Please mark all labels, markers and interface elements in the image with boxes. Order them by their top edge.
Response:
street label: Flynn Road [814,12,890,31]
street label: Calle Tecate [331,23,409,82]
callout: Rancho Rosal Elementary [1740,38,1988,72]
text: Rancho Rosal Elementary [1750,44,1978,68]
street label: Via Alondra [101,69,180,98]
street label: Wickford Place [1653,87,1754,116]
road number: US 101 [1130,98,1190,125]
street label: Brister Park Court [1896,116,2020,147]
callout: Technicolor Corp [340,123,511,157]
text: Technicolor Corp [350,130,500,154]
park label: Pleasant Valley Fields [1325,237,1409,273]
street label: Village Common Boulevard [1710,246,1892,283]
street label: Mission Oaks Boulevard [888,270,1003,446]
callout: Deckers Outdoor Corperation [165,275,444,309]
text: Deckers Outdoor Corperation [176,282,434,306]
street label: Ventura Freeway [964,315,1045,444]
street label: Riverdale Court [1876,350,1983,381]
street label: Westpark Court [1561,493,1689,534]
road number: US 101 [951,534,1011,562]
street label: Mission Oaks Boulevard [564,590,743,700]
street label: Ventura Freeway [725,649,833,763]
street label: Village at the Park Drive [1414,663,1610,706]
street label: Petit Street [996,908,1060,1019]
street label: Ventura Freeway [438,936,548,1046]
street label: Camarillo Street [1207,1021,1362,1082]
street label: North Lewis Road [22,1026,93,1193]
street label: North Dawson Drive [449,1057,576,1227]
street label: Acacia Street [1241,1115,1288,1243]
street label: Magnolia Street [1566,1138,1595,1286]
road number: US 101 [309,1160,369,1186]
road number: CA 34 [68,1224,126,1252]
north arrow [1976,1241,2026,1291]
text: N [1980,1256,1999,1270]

# PROBLEM:
In the material above, find each line containing the word "Ventura" and copy it.

# SOLVED PROBLEM:
street label: Ventura Freeway [964,315,1045,444]
street label: Ventura Freeway [725,649,833,763]
street label: Ventura Freeway [438,936,548,1046]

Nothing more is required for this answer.